If you love pancakes as much as I do, then you simply must try this Crème Fraîche Pancakes recipe.
Pancakes were a regular Saturday morning breakfast at my house when I was young, so I’ve always had a fondness for them. My mother made her pancakes from scratch, and I remember them being light and fluffy. I’ll often make pancakes with buttermilk, but several months ago, I discovered a new star ingredient: crème fraîche. Think of crème fraîche like sour cream, but with a little more richness and a little less tang. I like to make crème fraîche at home when I’ve got some leftover heavy cream and buttermilk. It’s so simple to prepare! And when I’ve got leftover crème fraîche that I need to use up, I make these pancakes.
The batter is a pretty standard blend of flour, sugar, baking powder and salt mixed with milk, eggs and vanilla. Normally, I would fatten up the batter with some melted butter, but here, I’m using luscious crème fraîche. Flavored with just a hint of vanilla, the finished pancakes are rich, fluffy and 100% irresistible. You can add toppings to taste, but here I’m highlighting one of my favorite combinations: sliced bananas, fresh blueberries and a scattering of chopped, toasted hazelnuts. And of course, a healthy drizzle of pure maple syrup. Continue reading for the recipe.
There’s plenty of fresh fruit coming into season over the next 6 months, so switch up topping flavors based on whatever looks good at the market. I always like to pair a crunchy element with the fruit for contrast. Here are some fun combinations:
- Strawberry + toasted almond + toasted coconut flakes
- Poached strawberry and rhubarb + toasted pistachio
- Mango + pineapple + coconut
- Blackberry + toasted pecan + orange zest
- Fig + toasted walnut
If you’ve got the time, I would recommend letting the batter sit for 30 minutes after you make it. This will allow the gluten to relax, resulting in a lighter, fluffier pancake. This is not a necessary stop (sometimes I can’t wait that 30 mins!), but nice if you can do it.
Crème Fraîche Pancakes with Bananas, Blueberries and Toasted Hazelnuts
Yield 4 servings
Adapted from here.
- 1 1/2 cups all purpose flour
- 3 tablespoons sugar
- 2 teaspoons baking powder
- 1 teaspoon fine grain sea salt
- 1 cup whole milk
- 3/4 cup crème fraîche (learn how to easily make this at home here)
- 2 eggs
- 1 1/4 teaspoon pure vanilla extract
- Melted butter, for greasing the skillet
Toppings: maple syrup, sliced bananas, fresh blueberries, chopped toasted hazelnuts (no skins)

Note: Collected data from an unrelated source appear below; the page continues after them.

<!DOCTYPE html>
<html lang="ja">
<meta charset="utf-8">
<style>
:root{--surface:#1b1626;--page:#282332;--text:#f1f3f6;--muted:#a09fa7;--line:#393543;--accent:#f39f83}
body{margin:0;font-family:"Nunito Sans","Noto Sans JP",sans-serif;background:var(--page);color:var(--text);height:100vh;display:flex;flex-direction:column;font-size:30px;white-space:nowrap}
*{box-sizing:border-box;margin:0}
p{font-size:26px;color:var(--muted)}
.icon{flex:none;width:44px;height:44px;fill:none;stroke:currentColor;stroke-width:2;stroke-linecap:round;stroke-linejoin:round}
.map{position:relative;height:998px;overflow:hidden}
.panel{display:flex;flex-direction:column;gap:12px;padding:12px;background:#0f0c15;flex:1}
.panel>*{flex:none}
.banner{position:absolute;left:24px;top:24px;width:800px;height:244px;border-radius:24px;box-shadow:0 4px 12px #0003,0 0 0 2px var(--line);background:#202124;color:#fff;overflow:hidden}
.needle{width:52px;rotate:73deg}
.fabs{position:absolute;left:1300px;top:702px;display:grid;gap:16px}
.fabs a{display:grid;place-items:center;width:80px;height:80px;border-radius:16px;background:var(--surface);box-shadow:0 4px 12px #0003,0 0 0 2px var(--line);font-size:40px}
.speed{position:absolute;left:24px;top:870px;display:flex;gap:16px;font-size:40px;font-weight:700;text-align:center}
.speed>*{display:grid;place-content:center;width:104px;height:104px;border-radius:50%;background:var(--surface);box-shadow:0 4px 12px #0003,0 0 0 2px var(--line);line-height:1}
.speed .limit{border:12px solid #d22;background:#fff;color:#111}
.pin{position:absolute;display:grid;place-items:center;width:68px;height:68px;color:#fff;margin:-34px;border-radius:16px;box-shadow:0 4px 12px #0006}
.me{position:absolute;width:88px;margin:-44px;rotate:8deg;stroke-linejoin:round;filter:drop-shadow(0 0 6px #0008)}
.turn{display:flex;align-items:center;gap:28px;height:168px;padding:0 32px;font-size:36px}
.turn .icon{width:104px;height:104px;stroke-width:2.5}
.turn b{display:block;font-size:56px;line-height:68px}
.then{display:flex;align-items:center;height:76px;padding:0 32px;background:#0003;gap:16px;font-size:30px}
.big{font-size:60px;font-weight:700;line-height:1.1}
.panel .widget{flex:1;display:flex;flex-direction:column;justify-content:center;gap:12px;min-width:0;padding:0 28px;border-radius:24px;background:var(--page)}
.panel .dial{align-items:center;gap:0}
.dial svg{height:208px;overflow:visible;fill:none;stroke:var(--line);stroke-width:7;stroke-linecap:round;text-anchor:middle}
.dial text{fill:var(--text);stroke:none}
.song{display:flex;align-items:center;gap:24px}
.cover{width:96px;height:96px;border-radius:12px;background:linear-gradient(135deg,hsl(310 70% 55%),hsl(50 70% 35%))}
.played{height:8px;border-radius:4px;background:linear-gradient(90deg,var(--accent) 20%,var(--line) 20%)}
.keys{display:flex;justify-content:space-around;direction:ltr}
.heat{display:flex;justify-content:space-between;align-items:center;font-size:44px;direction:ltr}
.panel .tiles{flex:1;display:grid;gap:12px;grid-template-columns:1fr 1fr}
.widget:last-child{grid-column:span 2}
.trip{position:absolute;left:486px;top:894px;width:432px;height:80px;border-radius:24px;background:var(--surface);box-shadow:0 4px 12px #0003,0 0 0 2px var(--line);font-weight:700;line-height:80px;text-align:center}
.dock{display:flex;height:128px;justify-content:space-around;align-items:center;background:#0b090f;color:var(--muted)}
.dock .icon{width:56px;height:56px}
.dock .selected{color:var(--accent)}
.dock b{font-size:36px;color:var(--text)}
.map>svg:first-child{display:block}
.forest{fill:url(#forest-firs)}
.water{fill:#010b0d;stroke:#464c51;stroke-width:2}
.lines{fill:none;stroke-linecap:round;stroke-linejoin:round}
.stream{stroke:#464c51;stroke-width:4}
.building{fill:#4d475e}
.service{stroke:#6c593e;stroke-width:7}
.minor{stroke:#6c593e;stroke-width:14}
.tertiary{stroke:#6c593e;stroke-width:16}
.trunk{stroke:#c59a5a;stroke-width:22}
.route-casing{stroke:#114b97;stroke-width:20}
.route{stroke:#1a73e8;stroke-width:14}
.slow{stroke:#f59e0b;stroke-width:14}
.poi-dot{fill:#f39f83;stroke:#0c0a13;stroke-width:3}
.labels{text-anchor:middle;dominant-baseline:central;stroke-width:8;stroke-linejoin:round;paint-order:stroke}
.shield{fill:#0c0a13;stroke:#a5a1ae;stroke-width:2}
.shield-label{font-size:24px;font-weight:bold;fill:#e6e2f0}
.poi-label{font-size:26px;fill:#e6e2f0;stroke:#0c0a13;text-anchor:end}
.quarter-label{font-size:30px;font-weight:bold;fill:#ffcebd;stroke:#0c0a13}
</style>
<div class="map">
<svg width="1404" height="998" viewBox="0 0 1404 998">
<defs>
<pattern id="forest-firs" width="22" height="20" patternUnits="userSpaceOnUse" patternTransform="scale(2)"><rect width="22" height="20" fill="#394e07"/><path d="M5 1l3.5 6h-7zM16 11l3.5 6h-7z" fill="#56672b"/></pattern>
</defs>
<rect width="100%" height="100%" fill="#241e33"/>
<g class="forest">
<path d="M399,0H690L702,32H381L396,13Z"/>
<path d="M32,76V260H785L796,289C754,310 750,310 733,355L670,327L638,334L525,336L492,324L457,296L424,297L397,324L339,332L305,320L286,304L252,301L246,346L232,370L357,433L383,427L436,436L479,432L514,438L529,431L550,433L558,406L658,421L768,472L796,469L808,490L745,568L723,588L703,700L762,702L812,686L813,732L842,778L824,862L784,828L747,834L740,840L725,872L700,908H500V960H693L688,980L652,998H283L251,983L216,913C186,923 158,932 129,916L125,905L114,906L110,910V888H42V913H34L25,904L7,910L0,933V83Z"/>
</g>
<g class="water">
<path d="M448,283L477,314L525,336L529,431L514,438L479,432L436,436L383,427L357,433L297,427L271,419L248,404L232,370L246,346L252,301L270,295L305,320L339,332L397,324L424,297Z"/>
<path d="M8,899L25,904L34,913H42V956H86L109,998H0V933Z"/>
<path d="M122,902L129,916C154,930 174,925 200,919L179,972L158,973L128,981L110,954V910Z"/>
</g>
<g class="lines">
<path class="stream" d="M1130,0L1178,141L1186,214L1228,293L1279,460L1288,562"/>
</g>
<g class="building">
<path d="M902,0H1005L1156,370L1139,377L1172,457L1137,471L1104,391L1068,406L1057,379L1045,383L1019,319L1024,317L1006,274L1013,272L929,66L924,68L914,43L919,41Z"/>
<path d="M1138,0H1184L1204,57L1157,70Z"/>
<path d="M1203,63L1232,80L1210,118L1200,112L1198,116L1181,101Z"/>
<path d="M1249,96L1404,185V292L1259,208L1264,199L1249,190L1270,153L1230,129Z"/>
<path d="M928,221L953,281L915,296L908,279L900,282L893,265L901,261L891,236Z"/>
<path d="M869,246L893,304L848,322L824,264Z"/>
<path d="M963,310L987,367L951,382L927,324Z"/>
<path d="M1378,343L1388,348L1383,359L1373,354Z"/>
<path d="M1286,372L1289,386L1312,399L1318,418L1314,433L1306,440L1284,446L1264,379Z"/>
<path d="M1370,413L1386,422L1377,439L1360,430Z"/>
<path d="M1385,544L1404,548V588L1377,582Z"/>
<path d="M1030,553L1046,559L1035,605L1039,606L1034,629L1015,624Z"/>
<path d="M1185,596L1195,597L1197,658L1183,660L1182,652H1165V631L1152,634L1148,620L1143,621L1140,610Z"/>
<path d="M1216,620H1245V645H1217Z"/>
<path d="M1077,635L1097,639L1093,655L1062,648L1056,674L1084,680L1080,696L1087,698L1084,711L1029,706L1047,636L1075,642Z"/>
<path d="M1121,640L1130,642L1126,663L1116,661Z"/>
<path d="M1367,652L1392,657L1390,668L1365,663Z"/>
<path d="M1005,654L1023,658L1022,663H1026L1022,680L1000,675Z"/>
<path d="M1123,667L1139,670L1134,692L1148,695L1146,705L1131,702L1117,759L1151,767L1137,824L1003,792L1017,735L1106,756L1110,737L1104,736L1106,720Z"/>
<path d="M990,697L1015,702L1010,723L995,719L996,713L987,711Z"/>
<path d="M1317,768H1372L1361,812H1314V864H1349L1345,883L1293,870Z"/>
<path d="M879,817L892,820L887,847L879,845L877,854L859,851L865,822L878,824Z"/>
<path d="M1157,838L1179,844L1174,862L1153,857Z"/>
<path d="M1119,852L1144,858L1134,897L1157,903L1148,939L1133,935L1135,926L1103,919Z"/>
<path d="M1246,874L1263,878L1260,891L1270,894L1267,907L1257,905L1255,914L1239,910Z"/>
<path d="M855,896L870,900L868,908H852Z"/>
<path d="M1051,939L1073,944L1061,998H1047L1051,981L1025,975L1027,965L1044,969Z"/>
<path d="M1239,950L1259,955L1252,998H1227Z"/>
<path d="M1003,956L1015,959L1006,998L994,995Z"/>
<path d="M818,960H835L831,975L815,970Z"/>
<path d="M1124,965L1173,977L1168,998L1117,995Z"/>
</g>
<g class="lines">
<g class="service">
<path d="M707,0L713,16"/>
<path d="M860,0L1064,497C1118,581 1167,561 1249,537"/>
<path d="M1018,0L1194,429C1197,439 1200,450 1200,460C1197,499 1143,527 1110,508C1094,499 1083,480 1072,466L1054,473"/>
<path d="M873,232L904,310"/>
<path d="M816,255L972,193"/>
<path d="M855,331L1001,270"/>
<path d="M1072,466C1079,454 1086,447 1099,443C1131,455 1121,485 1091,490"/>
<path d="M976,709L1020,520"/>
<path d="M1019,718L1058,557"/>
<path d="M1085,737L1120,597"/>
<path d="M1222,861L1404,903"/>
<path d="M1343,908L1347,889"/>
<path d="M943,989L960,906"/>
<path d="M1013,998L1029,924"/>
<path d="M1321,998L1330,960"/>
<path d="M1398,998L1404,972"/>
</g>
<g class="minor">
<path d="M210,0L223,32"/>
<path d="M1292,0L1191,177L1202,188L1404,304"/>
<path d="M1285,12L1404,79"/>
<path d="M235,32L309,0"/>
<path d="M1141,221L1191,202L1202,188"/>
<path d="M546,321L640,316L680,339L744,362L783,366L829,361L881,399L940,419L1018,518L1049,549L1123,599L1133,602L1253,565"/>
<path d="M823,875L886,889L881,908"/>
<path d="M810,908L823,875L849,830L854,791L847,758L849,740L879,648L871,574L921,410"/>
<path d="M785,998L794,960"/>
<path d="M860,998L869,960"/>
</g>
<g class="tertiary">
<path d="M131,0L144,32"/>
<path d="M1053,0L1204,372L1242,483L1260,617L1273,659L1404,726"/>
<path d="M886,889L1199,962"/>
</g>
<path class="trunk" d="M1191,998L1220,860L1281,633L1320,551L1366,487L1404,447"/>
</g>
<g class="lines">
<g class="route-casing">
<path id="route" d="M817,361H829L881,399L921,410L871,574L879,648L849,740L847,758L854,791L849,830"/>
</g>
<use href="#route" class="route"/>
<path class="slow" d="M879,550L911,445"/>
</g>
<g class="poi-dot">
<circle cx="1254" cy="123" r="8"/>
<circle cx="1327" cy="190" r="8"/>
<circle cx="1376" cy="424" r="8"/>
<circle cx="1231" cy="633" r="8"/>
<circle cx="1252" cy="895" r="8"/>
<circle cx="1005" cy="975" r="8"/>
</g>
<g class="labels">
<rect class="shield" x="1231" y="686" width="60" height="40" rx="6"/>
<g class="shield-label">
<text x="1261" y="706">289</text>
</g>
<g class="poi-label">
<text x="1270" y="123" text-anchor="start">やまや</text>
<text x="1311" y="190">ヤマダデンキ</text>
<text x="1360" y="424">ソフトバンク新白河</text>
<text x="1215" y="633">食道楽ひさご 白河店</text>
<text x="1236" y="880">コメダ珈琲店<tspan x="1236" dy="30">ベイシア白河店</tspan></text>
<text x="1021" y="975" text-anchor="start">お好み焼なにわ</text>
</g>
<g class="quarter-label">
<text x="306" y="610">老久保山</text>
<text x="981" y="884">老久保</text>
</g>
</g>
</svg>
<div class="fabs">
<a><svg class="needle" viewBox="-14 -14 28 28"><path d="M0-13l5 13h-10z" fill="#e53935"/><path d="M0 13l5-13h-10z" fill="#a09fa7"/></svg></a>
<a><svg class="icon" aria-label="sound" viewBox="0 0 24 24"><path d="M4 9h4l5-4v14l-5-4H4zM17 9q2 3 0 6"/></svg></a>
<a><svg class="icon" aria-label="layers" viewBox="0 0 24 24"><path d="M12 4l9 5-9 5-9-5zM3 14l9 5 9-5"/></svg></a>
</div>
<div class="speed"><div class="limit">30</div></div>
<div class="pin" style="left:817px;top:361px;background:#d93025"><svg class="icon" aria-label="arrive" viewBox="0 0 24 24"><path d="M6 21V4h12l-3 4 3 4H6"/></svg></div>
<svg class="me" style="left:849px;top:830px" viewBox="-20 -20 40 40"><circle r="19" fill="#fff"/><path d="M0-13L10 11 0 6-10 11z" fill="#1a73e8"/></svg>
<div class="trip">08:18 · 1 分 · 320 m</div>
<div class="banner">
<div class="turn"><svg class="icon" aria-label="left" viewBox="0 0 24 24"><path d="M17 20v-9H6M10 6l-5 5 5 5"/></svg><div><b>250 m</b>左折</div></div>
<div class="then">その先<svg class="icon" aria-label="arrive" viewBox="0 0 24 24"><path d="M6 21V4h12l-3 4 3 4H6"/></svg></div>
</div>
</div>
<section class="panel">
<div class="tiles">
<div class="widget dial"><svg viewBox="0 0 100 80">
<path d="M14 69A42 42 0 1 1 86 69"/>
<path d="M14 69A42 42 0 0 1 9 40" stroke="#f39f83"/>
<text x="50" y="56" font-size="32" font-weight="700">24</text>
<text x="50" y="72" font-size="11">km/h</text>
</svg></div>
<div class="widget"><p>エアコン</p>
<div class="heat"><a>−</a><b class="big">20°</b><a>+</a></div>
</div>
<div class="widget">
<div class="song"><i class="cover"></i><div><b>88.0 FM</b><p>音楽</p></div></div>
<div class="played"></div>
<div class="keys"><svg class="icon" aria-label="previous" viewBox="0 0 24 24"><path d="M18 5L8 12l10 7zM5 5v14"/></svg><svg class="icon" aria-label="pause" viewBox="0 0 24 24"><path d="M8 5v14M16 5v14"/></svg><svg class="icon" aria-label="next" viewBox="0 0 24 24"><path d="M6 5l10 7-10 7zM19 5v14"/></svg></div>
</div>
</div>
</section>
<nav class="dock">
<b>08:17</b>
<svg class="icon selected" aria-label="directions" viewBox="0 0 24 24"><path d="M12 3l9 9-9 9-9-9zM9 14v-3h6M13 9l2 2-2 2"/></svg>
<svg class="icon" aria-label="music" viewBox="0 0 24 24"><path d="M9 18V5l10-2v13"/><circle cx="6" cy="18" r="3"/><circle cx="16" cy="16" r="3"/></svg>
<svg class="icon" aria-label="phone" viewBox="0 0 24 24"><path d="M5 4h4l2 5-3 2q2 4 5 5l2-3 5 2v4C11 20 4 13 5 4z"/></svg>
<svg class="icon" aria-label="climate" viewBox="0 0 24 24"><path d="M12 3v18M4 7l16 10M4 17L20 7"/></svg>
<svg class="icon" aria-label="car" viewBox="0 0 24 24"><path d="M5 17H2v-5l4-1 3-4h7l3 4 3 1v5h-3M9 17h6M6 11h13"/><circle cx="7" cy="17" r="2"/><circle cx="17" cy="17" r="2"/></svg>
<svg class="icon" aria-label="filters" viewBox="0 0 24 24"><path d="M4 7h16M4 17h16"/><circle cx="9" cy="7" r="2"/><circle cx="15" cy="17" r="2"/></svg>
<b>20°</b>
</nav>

- Add flour, sugar, baking powder and sea salt to a large bowl, whisking to combine. In a medium bowl, whisk together milk, crème fraîche, eggs and vanilla. Pour the wet ingredients into the dry ingredients, and mix just until combined (you’ll still see a few lumps). If you’ve got the time, let the batter rest for 30 minutes.
- While the batter is resting, preheat a cast-iron skillet over medium-high heat or an electric griddle to 375°F. Brush the skillet lightly with melted butter. Using a ladle, pour pools of batter on the hot skillet. I can get 3 pancakes on a 12-inch skillet or 6 on a rectangular electric skillet. Adjust the size of your pancakes based on taste (I like mine not too small, but not too big). When the pancakes have bubbles on top and are slightly dry around the edges, about 1 to 2 minutes, flip over. Cook on the other side for an additional minute, until golden. Repeat with the remaining batter. You can keep the finished pancakes on a baking sheet in the oven at 175°F covered with a clean kitchen towel.
- To serve, top each stack of pancakes with sliced bananas and blueberries. Finish with a drizzle of maple syrup and a scattering of toasted hazelnuts. Enjoy warm!